Arthur missed a trick, Frank thought, he should have bashed the lock in; I hope they don't decide to arrest poor Horlock or Miss Gibbon.

"You will find that many wealthy and important people are in Dublin this month," Vicars told the policemen, "they are here for the Royal visit, for the Exhibition in Herbert Park and the Dublin Horse Show, and where they go, the criminal classes follow. I expect there has been a mass immigration of thieves and pickpockets from London. I don't know how they managed to get into the Castle, but depend on it, it will be a gang of these men who has got away with the jewels."
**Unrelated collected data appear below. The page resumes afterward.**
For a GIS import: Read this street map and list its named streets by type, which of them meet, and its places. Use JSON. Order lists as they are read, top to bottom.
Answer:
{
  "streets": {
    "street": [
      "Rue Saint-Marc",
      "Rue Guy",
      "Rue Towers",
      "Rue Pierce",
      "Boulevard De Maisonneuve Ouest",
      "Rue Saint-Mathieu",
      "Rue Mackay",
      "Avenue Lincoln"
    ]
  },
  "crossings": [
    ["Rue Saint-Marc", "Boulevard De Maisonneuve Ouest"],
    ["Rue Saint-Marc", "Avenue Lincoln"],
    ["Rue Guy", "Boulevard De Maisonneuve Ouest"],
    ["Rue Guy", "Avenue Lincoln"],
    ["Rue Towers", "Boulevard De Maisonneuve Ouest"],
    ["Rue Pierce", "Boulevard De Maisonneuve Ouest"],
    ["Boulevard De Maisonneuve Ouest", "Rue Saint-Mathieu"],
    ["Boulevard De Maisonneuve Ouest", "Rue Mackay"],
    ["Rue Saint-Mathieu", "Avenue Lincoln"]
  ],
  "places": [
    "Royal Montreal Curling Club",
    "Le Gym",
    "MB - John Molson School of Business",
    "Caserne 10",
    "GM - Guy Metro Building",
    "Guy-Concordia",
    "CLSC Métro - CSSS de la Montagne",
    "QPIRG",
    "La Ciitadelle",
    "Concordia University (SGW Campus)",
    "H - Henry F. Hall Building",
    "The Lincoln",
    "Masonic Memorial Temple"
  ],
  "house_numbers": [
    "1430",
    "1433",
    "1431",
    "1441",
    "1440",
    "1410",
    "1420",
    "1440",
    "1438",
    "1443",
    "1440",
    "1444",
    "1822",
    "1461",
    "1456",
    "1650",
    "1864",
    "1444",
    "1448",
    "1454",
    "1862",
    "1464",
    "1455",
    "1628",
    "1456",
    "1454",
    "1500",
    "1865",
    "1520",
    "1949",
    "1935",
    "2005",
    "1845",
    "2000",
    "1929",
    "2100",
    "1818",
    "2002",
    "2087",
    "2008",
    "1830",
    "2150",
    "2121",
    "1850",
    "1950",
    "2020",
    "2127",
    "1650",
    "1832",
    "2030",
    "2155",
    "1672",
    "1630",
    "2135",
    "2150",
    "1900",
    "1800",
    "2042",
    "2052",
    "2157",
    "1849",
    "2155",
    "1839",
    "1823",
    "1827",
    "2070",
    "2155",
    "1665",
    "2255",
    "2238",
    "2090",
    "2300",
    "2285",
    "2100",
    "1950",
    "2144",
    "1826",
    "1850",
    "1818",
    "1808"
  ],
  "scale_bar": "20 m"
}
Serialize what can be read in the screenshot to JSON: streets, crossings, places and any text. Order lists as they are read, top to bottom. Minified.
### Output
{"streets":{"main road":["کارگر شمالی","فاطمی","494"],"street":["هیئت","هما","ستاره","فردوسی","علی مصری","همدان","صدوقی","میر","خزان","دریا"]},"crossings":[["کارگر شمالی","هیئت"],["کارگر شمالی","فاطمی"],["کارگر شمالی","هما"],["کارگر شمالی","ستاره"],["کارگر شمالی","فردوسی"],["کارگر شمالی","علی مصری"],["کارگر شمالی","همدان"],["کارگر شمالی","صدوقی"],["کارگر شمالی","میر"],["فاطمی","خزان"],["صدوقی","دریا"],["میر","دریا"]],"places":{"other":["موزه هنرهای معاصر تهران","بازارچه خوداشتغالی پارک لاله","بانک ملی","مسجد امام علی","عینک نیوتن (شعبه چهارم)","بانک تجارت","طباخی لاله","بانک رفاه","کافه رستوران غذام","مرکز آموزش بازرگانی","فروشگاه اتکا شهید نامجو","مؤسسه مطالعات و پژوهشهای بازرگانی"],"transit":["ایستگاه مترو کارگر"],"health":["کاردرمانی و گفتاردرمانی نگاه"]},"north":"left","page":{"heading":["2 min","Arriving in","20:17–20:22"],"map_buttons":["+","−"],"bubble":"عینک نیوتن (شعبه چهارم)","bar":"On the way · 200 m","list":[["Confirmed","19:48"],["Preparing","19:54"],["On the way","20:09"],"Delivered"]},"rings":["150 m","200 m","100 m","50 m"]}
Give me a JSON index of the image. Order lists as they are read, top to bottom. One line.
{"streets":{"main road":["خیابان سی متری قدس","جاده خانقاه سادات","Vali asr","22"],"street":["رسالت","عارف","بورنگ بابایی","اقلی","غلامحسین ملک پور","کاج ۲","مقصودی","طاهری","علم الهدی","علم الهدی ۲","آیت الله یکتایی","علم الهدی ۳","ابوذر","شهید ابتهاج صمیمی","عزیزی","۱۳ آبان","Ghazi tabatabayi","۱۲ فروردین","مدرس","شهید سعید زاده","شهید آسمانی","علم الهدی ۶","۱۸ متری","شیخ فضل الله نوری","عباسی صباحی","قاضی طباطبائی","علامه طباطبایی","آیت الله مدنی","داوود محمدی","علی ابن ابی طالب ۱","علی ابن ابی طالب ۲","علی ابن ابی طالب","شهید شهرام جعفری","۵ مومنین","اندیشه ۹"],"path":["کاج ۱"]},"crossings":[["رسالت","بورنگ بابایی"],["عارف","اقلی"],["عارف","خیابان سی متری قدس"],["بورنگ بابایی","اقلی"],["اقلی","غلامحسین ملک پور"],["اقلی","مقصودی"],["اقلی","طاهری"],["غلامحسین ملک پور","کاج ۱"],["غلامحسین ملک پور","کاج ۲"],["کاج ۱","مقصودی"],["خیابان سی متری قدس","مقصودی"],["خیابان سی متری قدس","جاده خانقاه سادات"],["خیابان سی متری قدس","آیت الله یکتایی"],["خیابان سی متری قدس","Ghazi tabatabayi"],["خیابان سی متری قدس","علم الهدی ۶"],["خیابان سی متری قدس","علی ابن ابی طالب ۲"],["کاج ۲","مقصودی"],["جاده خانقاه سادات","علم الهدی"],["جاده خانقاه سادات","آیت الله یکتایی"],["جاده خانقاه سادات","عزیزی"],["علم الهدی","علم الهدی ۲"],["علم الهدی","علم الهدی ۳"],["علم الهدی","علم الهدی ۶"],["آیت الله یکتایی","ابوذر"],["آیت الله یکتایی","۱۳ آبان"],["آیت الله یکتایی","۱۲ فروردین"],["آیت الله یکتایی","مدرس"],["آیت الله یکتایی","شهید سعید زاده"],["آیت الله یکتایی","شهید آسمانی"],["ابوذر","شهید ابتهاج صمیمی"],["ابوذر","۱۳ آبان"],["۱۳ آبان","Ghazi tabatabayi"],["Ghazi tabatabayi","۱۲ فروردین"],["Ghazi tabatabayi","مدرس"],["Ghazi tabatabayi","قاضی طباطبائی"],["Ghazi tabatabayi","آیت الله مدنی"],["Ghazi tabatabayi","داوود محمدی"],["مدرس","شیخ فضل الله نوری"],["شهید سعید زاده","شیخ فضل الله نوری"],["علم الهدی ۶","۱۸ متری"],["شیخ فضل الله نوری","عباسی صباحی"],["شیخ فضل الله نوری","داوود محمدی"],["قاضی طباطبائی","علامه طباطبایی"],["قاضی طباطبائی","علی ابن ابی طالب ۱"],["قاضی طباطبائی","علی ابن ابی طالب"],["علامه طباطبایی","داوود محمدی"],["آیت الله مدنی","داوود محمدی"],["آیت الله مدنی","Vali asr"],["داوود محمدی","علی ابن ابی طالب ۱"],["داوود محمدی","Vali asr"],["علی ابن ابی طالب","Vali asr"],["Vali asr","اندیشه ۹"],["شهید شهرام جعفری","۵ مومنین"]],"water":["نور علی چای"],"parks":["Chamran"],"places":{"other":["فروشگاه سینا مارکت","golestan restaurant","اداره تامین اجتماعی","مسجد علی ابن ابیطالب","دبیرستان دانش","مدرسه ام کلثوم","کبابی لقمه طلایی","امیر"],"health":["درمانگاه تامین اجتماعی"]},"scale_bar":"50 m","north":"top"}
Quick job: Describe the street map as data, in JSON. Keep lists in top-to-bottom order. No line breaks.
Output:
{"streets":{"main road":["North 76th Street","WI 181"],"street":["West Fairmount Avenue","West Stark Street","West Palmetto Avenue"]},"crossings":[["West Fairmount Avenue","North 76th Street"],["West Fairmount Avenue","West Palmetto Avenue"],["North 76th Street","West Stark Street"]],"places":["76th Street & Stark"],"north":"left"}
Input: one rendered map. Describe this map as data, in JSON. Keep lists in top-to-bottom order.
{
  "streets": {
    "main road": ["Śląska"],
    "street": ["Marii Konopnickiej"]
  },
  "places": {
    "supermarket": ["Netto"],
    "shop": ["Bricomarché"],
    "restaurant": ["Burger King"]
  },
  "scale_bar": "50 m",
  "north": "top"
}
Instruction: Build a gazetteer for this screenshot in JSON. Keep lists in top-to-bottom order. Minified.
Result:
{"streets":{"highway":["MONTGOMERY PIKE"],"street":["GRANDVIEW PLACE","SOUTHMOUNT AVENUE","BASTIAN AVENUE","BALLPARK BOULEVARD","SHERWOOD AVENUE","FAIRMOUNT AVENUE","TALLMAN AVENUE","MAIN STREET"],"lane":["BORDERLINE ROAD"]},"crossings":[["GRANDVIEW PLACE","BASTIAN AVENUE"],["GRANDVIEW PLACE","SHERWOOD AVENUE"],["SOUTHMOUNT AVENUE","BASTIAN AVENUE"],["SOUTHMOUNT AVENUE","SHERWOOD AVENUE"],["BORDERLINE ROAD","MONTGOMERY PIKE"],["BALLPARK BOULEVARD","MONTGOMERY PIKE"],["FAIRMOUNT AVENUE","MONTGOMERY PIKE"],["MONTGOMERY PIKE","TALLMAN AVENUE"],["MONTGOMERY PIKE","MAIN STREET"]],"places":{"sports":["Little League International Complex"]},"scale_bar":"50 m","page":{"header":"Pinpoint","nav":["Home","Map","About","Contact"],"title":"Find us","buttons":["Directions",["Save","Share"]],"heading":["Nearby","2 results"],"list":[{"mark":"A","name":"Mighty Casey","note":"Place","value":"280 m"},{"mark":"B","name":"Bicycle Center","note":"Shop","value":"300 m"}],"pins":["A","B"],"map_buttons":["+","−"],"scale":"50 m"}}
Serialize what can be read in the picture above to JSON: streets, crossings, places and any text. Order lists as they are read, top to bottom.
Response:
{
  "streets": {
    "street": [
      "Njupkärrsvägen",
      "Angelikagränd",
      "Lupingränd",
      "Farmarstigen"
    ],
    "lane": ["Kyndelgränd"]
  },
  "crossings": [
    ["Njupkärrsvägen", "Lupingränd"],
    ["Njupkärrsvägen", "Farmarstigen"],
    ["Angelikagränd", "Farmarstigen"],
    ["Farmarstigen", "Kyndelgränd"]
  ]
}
Vicars was more agitated than Frank had ever seen him. He was probably wishing he'd never got mixed up in the money-raising scheme in the first place. Frank wished he could do something to help his friend and return the jewels to his keeping. Maybe if he went to Italy he could trace what had happened to them and if they were not already on their way to Dublin, he could bring them back himself? The more he considered this, the more it seemed to Frank to be their best hope of getting back the jewels. Of course they would not be back in time for the King's visit, there was no help for that now, but he knew Vicars would sleep easier once they were back in his keeping. Yes, as soon as he had settled some pressing business matters he would head back to San Remo.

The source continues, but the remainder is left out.